Darcy took a sip of sangria. “Of course you do.”

“Here’s a nugget about Cincinnati for you,” Liz said. “We produce a weirdly disproportionate number of champion squash players. Did you know that?”

“Yes,” Darcy said. “I did.”

“Really?” She looked at him quizzically.

“I played squash at boarding school.”

Unable to restrain a smirk, Liz said, “Of course you did. What boarding school did you go to?”

“It’s called Exeter.”

With some pique, Liz said, “Yes, I’ve heard of it. And then where’d you go to college?”

After a pause, he said, “I went to college back in the Bay Area.”

“Berkeley?
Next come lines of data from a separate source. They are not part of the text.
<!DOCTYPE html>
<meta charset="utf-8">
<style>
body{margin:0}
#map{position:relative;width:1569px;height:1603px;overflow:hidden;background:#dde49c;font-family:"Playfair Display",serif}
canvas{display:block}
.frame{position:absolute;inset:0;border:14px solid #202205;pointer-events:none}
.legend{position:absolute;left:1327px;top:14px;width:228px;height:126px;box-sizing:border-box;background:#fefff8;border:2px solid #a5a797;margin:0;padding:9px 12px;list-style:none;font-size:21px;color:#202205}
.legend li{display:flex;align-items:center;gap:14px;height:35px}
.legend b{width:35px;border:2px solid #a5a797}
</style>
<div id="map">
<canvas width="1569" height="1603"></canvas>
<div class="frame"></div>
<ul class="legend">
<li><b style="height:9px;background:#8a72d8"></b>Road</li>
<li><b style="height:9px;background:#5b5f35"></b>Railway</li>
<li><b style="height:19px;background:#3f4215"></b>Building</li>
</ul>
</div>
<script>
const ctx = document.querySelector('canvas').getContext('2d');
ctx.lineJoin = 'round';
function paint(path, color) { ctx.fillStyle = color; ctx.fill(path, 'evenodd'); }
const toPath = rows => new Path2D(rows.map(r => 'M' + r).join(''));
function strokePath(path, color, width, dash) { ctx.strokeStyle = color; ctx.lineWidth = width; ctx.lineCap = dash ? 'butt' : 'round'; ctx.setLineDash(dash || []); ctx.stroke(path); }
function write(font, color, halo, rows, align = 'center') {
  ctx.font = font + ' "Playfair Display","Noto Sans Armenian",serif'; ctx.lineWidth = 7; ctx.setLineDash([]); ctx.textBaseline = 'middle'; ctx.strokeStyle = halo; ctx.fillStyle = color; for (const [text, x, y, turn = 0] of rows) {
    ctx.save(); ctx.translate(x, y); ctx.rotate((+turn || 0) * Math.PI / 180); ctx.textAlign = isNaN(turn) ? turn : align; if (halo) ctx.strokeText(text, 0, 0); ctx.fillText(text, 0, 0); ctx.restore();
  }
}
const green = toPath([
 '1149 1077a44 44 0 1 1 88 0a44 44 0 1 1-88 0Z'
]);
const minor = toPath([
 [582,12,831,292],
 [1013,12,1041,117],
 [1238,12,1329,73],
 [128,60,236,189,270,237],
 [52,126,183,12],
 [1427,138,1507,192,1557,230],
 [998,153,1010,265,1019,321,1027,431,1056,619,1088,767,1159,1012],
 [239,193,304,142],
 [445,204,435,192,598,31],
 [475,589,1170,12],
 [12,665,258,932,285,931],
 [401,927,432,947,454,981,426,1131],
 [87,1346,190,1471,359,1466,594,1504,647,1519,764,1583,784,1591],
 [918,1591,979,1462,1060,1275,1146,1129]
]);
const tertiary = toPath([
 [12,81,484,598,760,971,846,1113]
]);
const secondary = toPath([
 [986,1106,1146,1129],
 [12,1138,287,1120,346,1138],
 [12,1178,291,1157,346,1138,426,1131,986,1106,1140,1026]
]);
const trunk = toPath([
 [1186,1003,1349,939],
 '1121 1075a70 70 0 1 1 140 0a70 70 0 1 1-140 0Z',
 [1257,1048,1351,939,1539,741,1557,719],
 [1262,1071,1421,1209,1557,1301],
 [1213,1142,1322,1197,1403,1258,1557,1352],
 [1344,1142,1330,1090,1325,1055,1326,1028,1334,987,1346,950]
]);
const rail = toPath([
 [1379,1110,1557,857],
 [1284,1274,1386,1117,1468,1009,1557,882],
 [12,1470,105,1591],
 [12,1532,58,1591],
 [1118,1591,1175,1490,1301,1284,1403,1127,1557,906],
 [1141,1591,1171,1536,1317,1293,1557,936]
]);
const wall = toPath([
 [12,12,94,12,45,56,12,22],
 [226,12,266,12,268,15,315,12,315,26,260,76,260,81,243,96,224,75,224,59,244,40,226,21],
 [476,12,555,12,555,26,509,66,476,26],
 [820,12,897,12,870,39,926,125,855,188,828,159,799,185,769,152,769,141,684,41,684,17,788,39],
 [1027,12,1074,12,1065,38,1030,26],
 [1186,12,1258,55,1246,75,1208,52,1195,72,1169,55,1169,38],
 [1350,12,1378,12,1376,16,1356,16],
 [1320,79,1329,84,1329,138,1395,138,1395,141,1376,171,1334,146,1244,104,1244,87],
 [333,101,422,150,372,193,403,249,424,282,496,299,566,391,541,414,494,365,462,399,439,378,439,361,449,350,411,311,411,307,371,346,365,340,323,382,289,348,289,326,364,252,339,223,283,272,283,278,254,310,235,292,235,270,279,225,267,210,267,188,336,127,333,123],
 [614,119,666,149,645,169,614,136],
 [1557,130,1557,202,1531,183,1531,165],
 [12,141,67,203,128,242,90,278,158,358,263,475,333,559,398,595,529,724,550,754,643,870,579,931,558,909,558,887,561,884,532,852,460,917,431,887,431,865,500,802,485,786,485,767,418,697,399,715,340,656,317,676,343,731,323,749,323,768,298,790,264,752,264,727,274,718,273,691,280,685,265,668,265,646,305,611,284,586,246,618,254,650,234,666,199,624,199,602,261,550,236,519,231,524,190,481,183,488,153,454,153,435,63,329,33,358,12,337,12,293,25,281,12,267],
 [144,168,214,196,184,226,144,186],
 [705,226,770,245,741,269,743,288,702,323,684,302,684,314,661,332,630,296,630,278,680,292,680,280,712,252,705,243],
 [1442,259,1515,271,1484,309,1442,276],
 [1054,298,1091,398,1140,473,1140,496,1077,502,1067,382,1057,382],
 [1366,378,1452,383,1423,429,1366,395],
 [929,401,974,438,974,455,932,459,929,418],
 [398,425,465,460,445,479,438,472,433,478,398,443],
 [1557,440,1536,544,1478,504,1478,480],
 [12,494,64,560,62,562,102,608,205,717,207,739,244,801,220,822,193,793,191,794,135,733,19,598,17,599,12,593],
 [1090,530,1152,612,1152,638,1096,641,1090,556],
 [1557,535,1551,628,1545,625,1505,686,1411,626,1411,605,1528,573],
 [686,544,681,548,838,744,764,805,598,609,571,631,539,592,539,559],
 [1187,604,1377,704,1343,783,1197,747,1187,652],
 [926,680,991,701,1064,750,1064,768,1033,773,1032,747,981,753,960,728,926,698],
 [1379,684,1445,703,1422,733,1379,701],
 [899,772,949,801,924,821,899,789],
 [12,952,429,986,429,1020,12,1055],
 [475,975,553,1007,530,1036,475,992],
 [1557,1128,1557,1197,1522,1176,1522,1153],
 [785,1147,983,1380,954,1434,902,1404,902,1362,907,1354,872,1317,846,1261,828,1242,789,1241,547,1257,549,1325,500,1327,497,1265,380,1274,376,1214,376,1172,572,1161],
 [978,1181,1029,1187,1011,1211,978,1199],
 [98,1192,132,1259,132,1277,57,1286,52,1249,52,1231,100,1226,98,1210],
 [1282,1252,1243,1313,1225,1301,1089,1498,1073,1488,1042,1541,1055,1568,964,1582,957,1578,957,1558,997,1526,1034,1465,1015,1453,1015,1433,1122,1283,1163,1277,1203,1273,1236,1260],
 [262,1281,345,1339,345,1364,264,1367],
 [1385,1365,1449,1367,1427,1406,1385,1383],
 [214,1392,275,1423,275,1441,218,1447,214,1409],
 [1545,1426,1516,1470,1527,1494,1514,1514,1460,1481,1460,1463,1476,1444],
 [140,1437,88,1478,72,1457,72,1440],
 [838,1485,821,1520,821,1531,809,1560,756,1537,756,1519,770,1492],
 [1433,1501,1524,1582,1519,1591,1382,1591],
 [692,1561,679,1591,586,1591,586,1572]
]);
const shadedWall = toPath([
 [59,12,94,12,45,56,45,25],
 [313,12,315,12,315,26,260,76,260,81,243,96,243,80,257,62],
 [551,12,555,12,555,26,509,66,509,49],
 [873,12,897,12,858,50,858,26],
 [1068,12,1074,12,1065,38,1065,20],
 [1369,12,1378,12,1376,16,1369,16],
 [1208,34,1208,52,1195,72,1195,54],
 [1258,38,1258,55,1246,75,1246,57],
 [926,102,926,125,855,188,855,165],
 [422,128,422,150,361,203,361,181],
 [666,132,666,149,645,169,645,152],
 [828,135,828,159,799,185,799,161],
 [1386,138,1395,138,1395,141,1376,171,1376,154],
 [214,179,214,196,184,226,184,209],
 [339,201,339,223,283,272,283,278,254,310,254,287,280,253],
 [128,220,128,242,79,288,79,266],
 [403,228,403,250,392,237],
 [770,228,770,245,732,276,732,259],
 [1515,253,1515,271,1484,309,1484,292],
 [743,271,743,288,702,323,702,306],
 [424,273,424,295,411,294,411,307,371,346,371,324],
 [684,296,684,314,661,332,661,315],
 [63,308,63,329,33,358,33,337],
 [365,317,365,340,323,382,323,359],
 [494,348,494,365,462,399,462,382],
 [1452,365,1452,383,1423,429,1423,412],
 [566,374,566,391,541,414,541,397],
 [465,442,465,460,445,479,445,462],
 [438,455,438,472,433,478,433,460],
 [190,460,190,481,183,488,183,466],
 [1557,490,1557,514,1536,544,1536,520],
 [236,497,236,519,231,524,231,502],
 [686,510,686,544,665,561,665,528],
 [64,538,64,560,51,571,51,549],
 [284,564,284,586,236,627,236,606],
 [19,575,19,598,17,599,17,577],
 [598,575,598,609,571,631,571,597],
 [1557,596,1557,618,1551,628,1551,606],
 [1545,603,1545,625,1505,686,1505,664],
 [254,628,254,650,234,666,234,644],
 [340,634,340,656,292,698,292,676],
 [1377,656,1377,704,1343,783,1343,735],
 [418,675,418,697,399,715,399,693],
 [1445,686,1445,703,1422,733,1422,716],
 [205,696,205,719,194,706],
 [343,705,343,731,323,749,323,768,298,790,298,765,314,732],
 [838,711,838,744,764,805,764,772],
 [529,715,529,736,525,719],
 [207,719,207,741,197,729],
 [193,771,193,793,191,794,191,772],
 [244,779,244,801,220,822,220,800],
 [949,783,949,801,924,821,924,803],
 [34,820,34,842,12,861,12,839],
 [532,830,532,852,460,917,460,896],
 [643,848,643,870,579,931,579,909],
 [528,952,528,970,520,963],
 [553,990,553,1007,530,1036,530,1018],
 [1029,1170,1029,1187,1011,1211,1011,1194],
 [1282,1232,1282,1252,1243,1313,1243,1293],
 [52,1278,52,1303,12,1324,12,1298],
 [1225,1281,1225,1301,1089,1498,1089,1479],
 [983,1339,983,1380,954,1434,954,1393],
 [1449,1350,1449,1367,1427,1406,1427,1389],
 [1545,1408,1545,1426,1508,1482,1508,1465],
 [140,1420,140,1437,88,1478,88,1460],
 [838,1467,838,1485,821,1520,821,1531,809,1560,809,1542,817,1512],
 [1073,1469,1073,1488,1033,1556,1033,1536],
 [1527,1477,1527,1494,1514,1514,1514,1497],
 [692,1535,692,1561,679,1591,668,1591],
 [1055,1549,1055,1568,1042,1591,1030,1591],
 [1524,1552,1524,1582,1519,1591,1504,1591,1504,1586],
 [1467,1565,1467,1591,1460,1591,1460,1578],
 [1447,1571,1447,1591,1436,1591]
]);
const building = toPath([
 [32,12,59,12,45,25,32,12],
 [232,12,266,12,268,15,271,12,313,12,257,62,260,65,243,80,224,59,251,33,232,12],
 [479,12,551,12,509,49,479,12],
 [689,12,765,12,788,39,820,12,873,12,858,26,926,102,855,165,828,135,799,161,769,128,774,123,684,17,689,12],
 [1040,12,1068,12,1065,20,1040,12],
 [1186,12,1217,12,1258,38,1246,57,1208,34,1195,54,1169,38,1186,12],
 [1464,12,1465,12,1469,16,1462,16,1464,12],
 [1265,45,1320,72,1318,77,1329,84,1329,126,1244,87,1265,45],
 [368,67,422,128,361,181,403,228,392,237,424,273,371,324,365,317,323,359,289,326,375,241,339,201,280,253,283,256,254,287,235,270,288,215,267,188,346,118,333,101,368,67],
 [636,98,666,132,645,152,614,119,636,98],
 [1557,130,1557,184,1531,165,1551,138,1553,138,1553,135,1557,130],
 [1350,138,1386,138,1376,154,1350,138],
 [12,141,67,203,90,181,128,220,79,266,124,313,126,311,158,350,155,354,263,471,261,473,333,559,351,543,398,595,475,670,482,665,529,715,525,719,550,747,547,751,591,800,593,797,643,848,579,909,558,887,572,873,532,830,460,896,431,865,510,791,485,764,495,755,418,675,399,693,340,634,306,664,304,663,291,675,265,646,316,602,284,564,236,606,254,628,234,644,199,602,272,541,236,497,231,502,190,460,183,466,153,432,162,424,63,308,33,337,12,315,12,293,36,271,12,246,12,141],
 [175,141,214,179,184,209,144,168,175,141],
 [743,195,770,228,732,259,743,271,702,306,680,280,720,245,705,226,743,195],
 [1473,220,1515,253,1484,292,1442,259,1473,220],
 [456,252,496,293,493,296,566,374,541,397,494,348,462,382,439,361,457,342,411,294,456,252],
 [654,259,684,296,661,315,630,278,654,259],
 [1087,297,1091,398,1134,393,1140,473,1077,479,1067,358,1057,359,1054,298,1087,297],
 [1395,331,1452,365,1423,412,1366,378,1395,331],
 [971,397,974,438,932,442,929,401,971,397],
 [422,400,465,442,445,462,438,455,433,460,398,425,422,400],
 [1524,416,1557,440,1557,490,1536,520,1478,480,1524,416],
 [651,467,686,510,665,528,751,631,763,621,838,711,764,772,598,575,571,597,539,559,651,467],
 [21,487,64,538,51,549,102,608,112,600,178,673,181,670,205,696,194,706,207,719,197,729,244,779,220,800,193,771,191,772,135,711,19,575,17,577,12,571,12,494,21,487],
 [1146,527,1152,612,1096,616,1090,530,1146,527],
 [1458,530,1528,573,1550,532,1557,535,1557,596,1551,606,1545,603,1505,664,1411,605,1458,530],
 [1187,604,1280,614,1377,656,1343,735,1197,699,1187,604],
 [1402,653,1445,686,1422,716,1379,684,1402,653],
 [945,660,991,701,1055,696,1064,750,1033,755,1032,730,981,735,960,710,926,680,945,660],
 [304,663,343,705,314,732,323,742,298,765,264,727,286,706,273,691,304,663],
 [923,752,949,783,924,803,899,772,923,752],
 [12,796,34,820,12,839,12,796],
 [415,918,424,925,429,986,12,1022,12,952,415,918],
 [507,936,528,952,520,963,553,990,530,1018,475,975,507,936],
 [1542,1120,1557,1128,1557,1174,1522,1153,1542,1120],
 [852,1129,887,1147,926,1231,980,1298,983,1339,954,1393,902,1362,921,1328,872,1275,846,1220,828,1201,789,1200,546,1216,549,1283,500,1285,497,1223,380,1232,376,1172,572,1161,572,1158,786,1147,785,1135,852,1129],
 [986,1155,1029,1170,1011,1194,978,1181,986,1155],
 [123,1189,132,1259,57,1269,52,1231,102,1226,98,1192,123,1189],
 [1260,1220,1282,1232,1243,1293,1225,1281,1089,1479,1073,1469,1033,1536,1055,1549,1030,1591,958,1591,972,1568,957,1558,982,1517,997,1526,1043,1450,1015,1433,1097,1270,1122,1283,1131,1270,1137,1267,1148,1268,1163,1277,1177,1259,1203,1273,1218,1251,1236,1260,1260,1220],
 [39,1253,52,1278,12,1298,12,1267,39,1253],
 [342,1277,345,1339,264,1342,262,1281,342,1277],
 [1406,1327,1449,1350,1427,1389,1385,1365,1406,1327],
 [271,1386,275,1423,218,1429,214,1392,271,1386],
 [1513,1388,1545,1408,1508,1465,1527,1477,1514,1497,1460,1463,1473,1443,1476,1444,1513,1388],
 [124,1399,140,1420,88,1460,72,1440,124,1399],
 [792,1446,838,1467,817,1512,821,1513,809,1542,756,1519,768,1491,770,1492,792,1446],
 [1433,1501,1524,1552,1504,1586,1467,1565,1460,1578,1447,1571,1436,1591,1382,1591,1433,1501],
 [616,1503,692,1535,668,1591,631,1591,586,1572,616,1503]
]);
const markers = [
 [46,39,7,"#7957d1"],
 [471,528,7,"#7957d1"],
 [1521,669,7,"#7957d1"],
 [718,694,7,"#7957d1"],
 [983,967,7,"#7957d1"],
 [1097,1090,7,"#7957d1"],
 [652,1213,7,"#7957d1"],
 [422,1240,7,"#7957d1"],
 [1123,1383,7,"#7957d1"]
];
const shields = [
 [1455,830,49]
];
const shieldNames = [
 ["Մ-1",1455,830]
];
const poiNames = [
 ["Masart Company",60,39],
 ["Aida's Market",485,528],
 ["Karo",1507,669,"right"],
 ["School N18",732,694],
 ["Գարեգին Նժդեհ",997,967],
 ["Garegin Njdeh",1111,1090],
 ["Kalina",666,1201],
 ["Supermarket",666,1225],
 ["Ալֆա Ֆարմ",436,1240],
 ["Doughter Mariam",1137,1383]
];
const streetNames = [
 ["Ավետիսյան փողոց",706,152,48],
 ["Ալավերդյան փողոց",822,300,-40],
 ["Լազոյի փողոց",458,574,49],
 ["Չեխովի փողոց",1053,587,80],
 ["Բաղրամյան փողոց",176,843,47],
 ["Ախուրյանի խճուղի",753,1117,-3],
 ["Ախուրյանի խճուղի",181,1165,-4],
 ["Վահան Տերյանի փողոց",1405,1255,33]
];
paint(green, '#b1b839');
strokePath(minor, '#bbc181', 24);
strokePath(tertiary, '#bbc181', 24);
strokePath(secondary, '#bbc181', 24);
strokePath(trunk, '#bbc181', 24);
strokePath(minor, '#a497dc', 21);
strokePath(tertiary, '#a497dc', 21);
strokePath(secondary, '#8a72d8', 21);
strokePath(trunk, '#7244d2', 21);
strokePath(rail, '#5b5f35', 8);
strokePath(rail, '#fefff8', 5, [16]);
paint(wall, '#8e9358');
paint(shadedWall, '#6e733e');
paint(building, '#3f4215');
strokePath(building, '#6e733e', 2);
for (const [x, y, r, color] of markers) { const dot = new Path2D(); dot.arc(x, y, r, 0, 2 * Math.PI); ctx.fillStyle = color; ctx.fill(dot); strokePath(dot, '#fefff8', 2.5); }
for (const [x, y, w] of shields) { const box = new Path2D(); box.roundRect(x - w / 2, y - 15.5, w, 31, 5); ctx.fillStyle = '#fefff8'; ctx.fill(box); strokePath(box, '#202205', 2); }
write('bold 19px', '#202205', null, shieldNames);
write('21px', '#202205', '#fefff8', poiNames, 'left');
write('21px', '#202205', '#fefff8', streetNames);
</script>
Stanford.”

“Stanford.”

“I’ve never understood why people do that,” Liz said. “Like, ‘I went to college in New Haven,’ or, ‘I went to college in Boston.’ Do you think if you reveal your elite education, I’ll be so intimidated that I’ll faint?”

Darcy shrugged. “It seems less pretentious.”

“It’s more pretentious! You know what? I can handle your Stanford degree. I went to Barnard. And you know what else? I’ve lived for the last twenty years in New York, and so has Jane.”

“Yes, you mentioned that at Charlotte’s,” Darcy said calmly. “During the same conversation when we discussed Mascara sending you to Saudi Arabia, where you wore an abaya and a head scarf.”

His recall was somewhat unsettling. “Oh,” Liz said. “I guess we did talk about it.”

“Perhaps you didn’t realize I was paying attention.”